Abstract-This paper presents an offline tool-chain which automatically extracts loops (Megablocks) from MicroBlaze instruction traces and creates a tailored Reconfigurable Processing Unit (RPU) for those loops. The system moves loops from the CPU to the RPU transparently, at runtime, and without changing the executable binaries. The system was implemented in an FPGA and for the tested kernels measured speedups ranged between 3.9× and 18.2× for a MicroBlaze CPU without cache. We estimate speedups from 1.03× to 2.01×, when comparing to the bestestimated performance achieved with a single MicroBlaze.
INTRODUCTION
The performance of an application running on a Central Processing Unit (CPU) can be enhanced by moving the computationally intensive parts to specialized hardware. This is a common practice in embedded systems. However, doing so, either manually or automatically, usually implies a hardware/software partitioning step from the input source code. Support for generating dedicated hardware from execution information obtained from running applications is a step towards transparent software acceleration.

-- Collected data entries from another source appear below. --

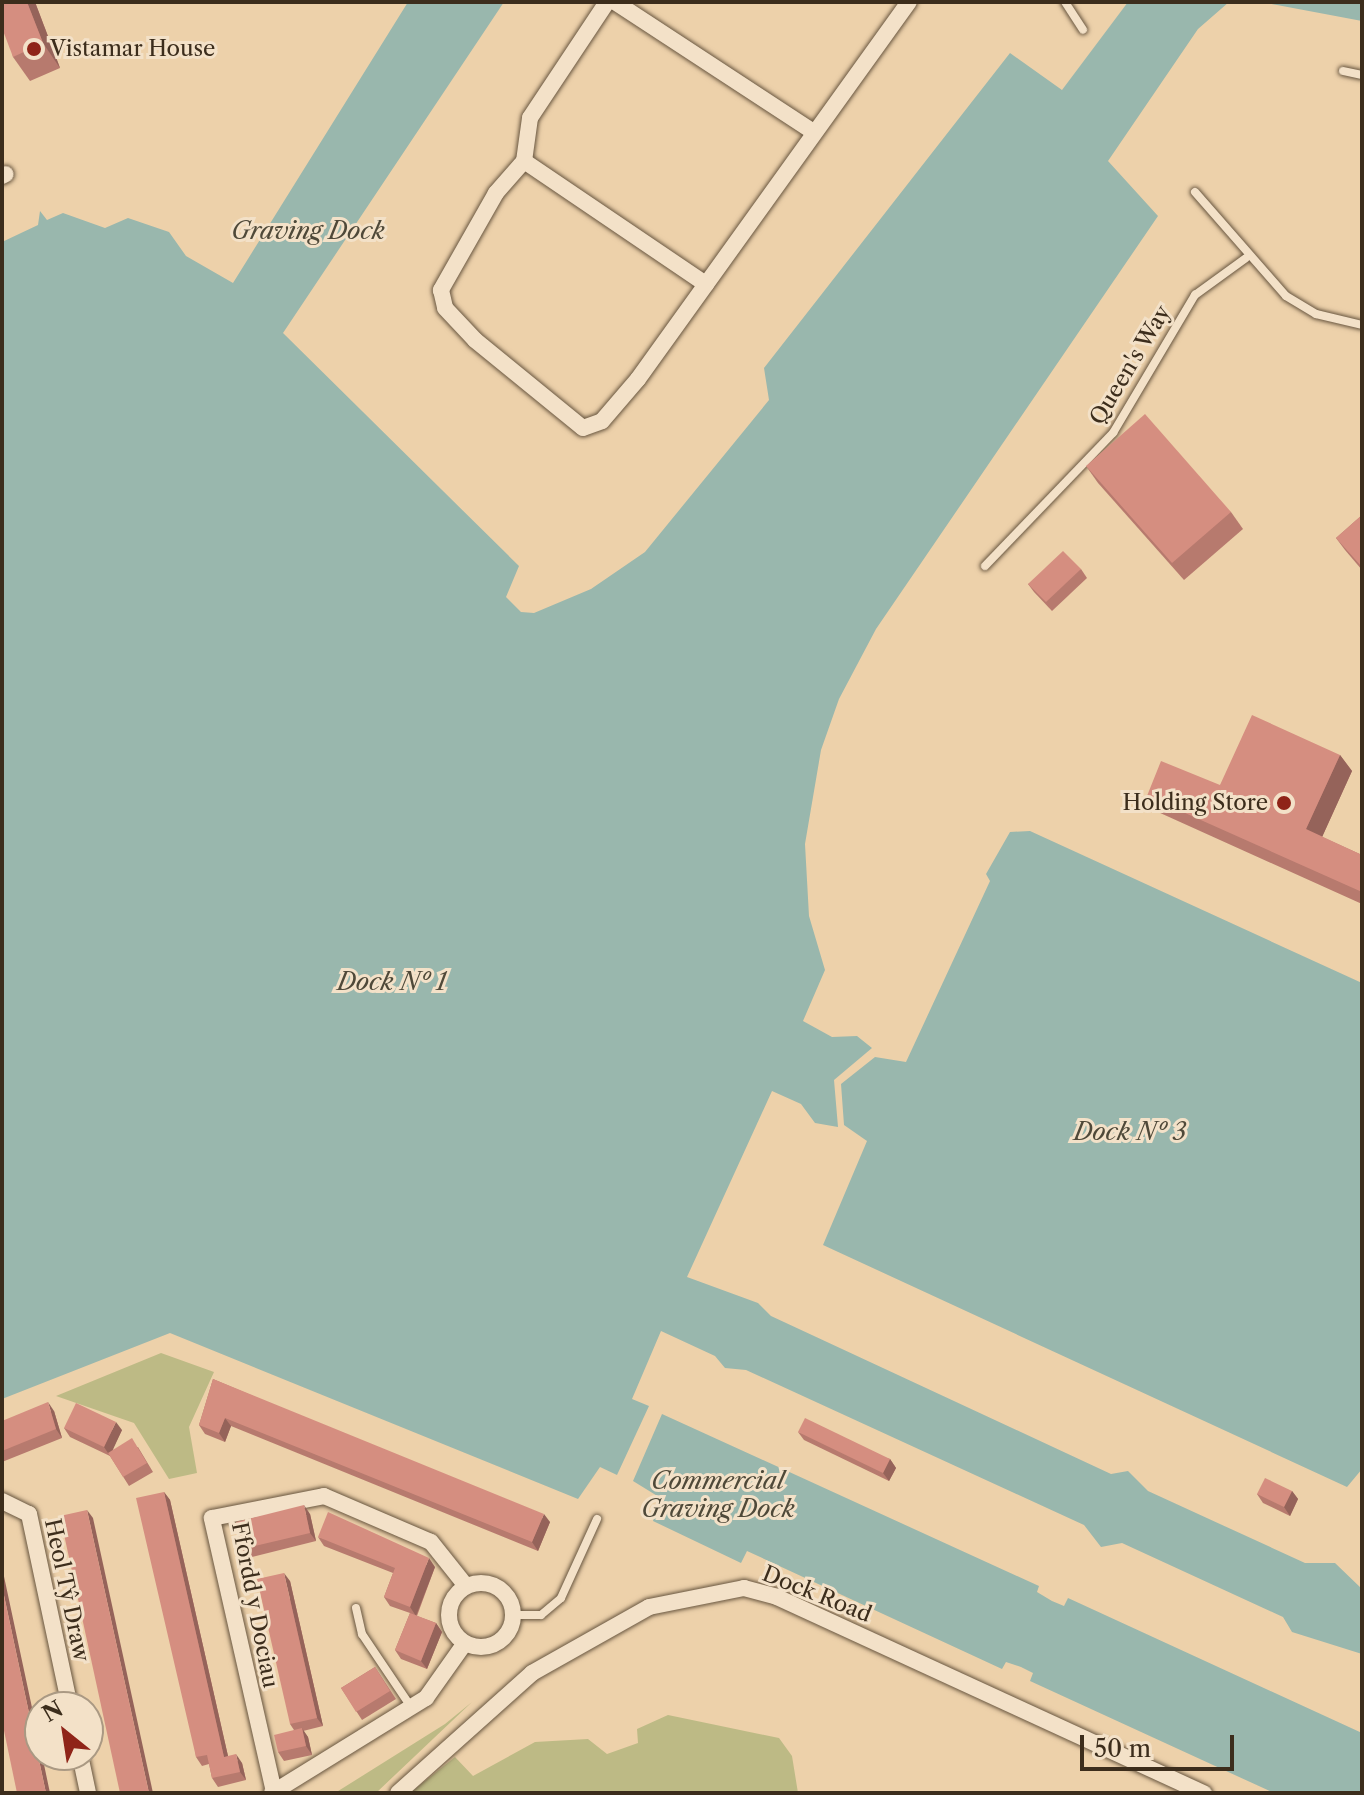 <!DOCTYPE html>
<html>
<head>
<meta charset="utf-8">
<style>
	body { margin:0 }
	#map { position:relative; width:1364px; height:1795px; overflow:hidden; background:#edd1aa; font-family:"Libre Caslon Text",serif }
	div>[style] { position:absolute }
	.green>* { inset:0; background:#bdba85 }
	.water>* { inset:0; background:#99b7ad }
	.roads { filter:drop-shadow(0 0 2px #685640) drop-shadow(0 0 2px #685640) }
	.lane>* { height:8px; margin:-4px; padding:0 4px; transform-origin:4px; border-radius:4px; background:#f3e1c8 }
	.street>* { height:16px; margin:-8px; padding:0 8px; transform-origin:8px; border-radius:8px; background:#f3e1c8 }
	.street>.ring { margin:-8px; padding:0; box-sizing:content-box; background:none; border:16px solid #f3e1c8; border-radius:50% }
	.wall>* { inset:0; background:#b77a6e }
	.shaded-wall>* { inset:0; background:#95635a }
	.building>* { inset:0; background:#d58e80 }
	.dots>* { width:22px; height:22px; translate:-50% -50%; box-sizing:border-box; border:4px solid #f3e1c8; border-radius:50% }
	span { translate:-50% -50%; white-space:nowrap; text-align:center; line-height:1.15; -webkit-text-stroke:6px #f3e1c8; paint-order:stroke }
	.poi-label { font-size:22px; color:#3c2d1c }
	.left { translate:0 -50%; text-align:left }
	.right { translate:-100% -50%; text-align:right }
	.street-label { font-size:22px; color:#3c2d1c }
	.water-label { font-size:24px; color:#4f4939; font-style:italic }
	.frame { position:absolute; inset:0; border:4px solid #3c2d1c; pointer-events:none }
	.north { position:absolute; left:24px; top:1691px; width:80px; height:80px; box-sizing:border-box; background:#f3e1c8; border:2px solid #aa9983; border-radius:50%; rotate:330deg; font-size:22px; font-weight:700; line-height:32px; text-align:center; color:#3c2d1c }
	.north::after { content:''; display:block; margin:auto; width:28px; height:36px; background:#8f2418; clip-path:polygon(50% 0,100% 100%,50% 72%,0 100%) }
	.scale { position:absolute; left:1080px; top:1735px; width:154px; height:36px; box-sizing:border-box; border:4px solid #3c2d1c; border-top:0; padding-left:10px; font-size:24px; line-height:28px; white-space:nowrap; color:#3c2d1c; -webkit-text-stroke:6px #f3e1c8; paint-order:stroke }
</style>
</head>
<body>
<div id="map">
	<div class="green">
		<div style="clip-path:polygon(161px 1353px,214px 1372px,189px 1427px,197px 1473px,169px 1479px,134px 1423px,56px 1396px)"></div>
		<div style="clip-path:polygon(472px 1702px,376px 1793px,335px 1793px,445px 1724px)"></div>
		<div style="clip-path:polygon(668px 1715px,779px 1738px,792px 1756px,798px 1793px,410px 1793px,455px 1757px,473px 1776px,535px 1742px,588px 1739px,607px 1754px,638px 1743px,637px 1729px)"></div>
	</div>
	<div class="water">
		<div style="clip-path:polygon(408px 2px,504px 2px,283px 333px,519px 566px,506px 597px,521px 612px,534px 613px,591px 589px,645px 552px,769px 400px,764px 368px,1010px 53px,1062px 90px,1128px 2px,1229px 2px,1198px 29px,1108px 161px,1158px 216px,876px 629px,839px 699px,821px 750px,805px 844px,809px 916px,825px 970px,803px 1021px,832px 1037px,857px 1036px,872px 1048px,834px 1080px,838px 1127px,815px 1123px,801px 1104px,772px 1091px,687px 1277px,758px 1303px,771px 1316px,1111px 1474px,1128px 1471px,1148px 1491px,1305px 1563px,1335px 1563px,1362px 1589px,1362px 1654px,1292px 1632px,1283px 1617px,1122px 1543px,1101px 1547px,1084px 1525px,746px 1370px,725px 1368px,715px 1356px,661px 1331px,632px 1399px,649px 1406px,617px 1475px,600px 1467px,578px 1499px,170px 1333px,2px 1399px,2px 242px,38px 225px,40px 211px,47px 220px,63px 213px,105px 228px,128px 218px,169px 232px,186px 256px,233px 283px)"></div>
		<div style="clip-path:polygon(1259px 2px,1362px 2px,1362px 21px,1277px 5px)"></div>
		<div style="clip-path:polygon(1030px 831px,1362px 983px,1362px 1469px,1347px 1487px,823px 1245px,867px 1141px,844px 1125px,841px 1084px,875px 1057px,906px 1062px,990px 881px,986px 874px,1010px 832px)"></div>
		<div style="clip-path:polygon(662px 1414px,1039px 1586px,1037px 1592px,1052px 1601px,1064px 1606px,1068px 1598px,1362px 1733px,1362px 1793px,1274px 1793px,1030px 1681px,1033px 1673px,1021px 1667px,1006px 1662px,1002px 1669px,747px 1551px,741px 1563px,653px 1521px,659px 1497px,633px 1481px)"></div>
	</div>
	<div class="roads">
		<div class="lane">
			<div style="left:1065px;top:2px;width:33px;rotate:57deg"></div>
			<div style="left:1343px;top:71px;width:19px;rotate:12deg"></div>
			<div style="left:1195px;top:192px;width:138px;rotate:48.8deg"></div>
			<div style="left:1286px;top:296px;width:35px;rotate:31deg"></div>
			<div style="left:1316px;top:314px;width:47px;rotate:13.4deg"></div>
			<div style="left:985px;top:566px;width:185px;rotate:-46.1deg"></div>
			<div style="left:1113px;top:433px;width:161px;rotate:-59.3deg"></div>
			<div style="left:1195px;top:295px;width:63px;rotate:-36deg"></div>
			<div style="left:356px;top:1608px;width:27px;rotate:77deg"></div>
			<div style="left:362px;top:1634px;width:88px;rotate:56.1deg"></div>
			<div style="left:513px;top:1615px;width:28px"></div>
			<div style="left:541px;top:1615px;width:26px;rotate:-40deg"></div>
			<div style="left:561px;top:1598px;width:87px;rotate:-65.5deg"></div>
		</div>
		<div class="street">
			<div style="left:607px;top:2px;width:139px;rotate:123.6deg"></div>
			<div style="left:530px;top:118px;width:43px;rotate:97.9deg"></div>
			<div style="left:524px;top:161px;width:43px;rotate:131.2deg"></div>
			<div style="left:496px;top:193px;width:112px;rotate:119.6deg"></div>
			<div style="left:441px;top:290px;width:18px;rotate:77deg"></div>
			<div style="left:445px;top:308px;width:44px;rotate:46.8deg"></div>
			<div style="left:475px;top:340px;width:139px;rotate:39.2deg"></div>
			<div style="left:583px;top:428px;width:20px;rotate:-20deg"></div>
			<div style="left:602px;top:421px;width:55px;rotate:-49.4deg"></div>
			<div style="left:638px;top:379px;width:464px;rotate:-54.3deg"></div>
			<div style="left:615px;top:2px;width:238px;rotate:33.2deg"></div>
			<div style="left:524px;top:161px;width:220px;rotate:34.1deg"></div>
			<div style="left:2px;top:176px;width:4px;rotate:-27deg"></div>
			<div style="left:2px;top:1501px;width:30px;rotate:26deg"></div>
			<div style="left:29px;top:1514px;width:197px;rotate:78deg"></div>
			<div class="ring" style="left:449px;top:1583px;width:48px;height:48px"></div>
			<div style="left:80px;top:1755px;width:39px;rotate:78deg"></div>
			<div style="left:274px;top:1792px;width:281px;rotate:-102.8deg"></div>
			<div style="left:212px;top:1518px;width:114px;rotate:-11.1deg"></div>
			<div style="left:324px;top:1496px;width:116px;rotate:23.3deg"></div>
			<div style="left:431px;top:1542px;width:56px;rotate:51.5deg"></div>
			<div style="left:272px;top:1793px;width:181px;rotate:-31.7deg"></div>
			<div style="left:426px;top:1698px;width:67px;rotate:-54.7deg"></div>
			<div style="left:398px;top:1793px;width:180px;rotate:-41.8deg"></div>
			<div style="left:532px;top:1673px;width:134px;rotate:-29.4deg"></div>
			<div style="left:649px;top:1607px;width:97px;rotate:-11.3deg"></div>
			<div style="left:744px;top:1588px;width:34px;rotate:15deg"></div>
			<div style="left:777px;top:1597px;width:470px;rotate:24.7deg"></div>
		</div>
	</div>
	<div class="wall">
		<div style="clip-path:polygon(2px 2px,35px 2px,60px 68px,30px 81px,13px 57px)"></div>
		<div style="clip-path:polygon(1086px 466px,1231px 512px,1243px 529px,1184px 580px,1098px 483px)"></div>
		<div style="clip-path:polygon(1362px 515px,1362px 570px,1345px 550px,1336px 538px)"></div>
		<div style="clip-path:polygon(1081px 569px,1087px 578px,1052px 611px,1034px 592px,1028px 584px)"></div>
		<div style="clip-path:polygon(1340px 755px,1352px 771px,1322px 837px,1362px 855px,1362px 904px,1158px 812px,1147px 796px,1220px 785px)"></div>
		<div style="clip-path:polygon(213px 1379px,550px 1522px,538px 1551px,231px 1426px,225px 1442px,205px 1434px,199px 1425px)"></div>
		<div style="clip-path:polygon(54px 1411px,62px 1438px,2px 1462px,2px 1421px)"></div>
		<div style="clip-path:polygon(64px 1428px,122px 1430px,112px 1450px,138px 1447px,153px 1472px,129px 1486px,110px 1456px,70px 1437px)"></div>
		<div style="clip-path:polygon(798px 1432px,890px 1459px,896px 1468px,889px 1481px,804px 1440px)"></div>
		<div style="clip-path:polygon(1292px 1491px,1298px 1499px,1290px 1516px,1263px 1503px,1257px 1494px)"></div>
		<div style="clip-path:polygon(164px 1492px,170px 1500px,228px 1756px,242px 1763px,246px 1780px,218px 1787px,212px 1778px,209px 1764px,202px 1766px,196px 1757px)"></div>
		<div style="clip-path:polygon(310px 1514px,316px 1541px,248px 1558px,242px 1549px)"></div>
		<div style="clip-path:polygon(318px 1537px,435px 1567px,417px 1616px,436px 1623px,442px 1632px,427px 1669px,401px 1659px,395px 1650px,410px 1613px,390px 1606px,384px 1597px,393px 1573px,324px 1546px)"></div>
		<div style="clip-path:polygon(290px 1581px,323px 1726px,303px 1731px,308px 1737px,312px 1755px,284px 1761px,278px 1752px,294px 1730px,290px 1724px)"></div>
		<div style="clip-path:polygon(375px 1667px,396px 1699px,362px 1720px,341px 1688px)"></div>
	</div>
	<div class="shaded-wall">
		<div style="clip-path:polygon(27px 2px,35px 2px,60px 68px,43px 43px)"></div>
		<div style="clip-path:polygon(1340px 755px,1352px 771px,1318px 846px,1306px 829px)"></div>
		<div style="clip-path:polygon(48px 1402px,54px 1411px,62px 1438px,56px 1429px)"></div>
		<div style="clip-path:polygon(225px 1418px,231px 1426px,225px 1442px,219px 1433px)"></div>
		<div style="clip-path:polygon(116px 1422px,122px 1430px,110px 1456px,104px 1447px)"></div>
		<div style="clip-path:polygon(890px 1459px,896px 1468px,889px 1481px,883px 1473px)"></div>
		<div style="clip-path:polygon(1292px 1491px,1298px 1499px,1290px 1516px,1284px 1507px)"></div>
		<div style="clip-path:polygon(164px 1492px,170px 1500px,230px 1765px,224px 1757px)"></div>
		<div style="clip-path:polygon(304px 1505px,310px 1514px,316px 1541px,310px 1533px)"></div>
		<div style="clip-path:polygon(87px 1510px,93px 1518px,153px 1793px,149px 1793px)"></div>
		<div style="clip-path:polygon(544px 1514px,550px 1522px,538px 1551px,532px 1542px)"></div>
		<div style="clip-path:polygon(429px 1558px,435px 1567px,416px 1616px,410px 1607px)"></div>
		<div style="clip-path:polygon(2px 1567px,40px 1745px,40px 1755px,42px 1755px,50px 1793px,46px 1793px,2px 1586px)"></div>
		<div style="clip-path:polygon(284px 1573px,290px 1581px,323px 1726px,317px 1718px)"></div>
		<div style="clip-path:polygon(436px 1623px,442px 1632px,427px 1669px,421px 1661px)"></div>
		<div style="clip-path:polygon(302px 1728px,308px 1737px,312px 1755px,306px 1746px)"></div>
		<div style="clip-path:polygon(236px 1754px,242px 1763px,246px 1780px,240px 1772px)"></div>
	</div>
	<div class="building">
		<div style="clip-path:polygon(2px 2px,27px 2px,43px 43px,13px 57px,2px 28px)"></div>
		<div style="clip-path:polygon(1145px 414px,1231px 512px,1172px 563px,1086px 466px)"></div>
		<div style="clip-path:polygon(1362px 515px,1362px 567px,1336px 538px)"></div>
		<div style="clip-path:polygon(1063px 551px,1081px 569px,1046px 602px,1028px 584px)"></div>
		<div style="clip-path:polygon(1252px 715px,1340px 755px,1306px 829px,1362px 855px,1362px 892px,1147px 796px,1161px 761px,1220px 785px)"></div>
		<div style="clip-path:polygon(213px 1379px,544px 1514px,532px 1542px,225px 1418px,219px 1433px,199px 1425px)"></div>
		<div style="clip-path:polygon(48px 1402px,56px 1429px,2px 1451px,2px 1421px)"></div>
		<div style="clip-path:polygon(76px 1403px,116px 1422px,104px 1447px,64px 1428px)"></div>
		<div style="clip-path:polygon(805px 1418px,890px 1459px,883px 1473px,798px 1432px)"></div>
		<div style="clip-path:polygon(132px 1438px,147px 1463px,123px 1477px,108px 1453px)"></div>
		<div style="clip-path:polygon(1265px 1478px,1292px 1491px,1284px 1507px,1257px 1494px)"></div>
		<div style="clip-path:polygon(164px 1492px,224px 1757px,236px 1754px,240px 1772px,212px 1778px,207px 1755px,196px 1757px,136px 1498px)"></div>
		<div style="clip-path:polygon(304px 1505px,310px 1533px,242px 1549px,236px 1522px)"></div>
		<div style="clip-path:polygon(87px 1510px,149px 1793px,120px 1793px,60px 1516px)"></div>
		<div style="clip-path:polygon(328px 1512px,429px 1558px,410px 1607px,384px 1597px,395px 1568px,318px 1537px)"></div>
		<div style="clip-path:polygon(284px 1573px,317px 1718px,290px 1724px,257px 1579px)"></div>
		<div style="clip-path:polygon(2px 1586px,46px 1793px,17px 1793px,2px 1721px)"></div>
		<div style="clip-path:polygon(410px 1613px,436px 1623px,421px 1661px,395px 1650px)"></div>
		<div style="clip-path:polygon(375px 1667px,390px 1691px,356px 1712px,341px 1688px)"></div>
		<div style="clip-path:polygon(302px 1728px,306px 1746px,278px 1752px,274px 1735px)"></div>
	</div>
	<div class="dots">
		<div style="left:34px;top:49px;background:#8f2418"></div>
		<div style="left:1284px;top:803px;background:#8f2418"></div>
	</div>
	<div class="poi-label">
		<span class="left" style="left:50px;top:49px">Vistamar House</span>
		<span class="right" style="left:1268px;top:803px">Holding Store</span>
	</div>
	<div class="street-label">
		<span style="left:1130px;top:365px;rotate:-59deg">Queen's Way</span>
		<span style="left:67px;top:1590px;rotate:78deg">Heol Tŷ Draw</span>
		<span style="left:817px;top:1594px;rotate:22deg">Dock Road</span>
		<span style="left:255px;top:1605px;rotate:79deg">Ffordd y Dociau</span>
	</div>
	<div class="water-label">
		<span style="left:308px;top:231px">Graving Dock</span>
		<span style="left:392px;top:982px">Dock Nº 1</span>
		<span style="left:1130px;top:1132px">Dock Nº 3</span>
		<span style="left:718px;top:1495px">Commercial<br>Graving Dock</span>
	</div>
	<div class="frame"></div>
	<div class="north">N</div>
	<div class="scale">50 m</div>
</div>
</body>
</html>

In this paper we present a system which can automatically map loops of a MicroBlaze executable binary to a Reconfigurable Processing Unit (RPU). We extract a special kind of trace-based loop, which we call Megablock [1] , and transform Megablocks into graphs which are used to create a tailored RPU. We detect the Megablocks by identifying a repeating pattern of elementary units of the trace (e.g., Basic Blocks) in the instruction stream of the program. The RPU is runtime reconfigurable and can use several configurations during a single program execution. In our current implementation we do Megablock extraction and loop identification offline, through cycle-accurate simulation of running applications. The RPU description and generation is done offline, while reconfiguration is done online, without changes in the executable binary.
This paper is organized as follows. Section II presents previous related work. Section III describes the proposed architecture and Section IV introduces the type of loop we are mapping, the Megablock. Section V explains some of the design decisions made for the current implementation.
Section VI presents experimental results obtained for a prototype implementation of the RPU, and Section VII concludes de paper.
II. RELATED WORK
There have been a number of research efforts to map computations to hardware during runtime. More related to our work are the approaches proposed by Warp [2, 3] , AMBER [4, 5] , CCA [6, 7] , and DIM [8, 9] .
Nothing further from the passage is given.